RBC fractionation according to cell volume

RBC fractionation according to cell volume was performed using counterflow centrifugation in a Dijkstra Curame 3000 elutriation system (Dijkstra Vereenigde B.V., Lelystad, The Netherlands).

The separation was performed at a flow rate of 10 mL/min at 20°C. An isotonic buffer containing albumin and glucose (GASP) was used. The composition of the GASP buffer was 9 mM Na2HPO4, 1.3 mM NaH2PO4, 140 mM NaCl, 5.5 mM glucose, and 0.8 g/L bovine serum albumin (fraction V; Sigma Chemical, St Louis, MO), pH 7.4. Blood was diluted 1:3 with the GASP buffer, and 2 mL of this suspension was introduced into the buffer flow to the elutriation chamber. RBCs with increasing volume were eluted from the elutriation chamber at 6 different speeds of rotation from 2300 to 1700 rpm, yielding 6 fractions.

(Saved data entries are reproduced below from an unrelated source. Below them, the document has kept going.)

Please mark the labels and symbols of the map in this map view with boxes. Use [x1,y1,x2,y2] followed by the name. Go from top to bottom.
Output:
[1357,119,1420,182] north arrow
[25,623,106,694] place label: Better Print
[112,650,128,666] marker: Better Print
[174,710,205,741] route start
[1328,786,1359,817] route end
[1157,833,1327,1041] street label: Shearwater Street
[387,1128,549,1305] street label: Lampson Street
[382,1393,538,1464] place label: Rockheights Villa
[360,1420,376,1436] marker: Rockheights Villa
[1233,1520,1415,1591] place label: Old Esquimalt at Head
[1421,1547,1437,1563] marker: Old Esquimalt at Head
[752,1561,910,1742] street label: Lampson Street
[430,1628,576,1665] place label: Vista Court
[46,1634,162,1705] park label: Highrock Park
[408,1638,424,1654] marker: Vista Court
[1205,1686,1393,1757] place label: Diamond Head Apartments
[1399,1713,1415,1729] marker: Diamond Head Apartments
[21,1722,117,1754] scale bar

RBC fractionation according to cell density

RBC fractionation according to density was performed by means of a discontinuous Percoll gradient essentially as described by Rennie et al.8 The gradient was built up in 5 layers of 2 mL containing 80%, 73%, 68%, 65%, and 40% for healthy individuals and 80%, 67%, 64%, 61%, and 40% for splenectomized individuals (to achieve an even as possible distribution of RBCs in the fractions, in view of the lower mean cellular hemoglobin concentration [MCHC] of these individuals). In this way fractions with the lowest HbA1c percentage contained 2.5% and 2.1% of the total number of RBCs in healthy and asplenic individuals, respectively, whereas fractions with the highest HbA1c contained 0.4% and 2.9%, respectively. The Percoll solutions were buffered with a HEPES (N-(2-hydroxyethil)-piperazine-N'-2-ethanesulphonic acid) buffer containing 5% bovine serum albumin, 132 mM NaCl, 4.6 mM KCl, and 10 mM HEPES, pH 7.1.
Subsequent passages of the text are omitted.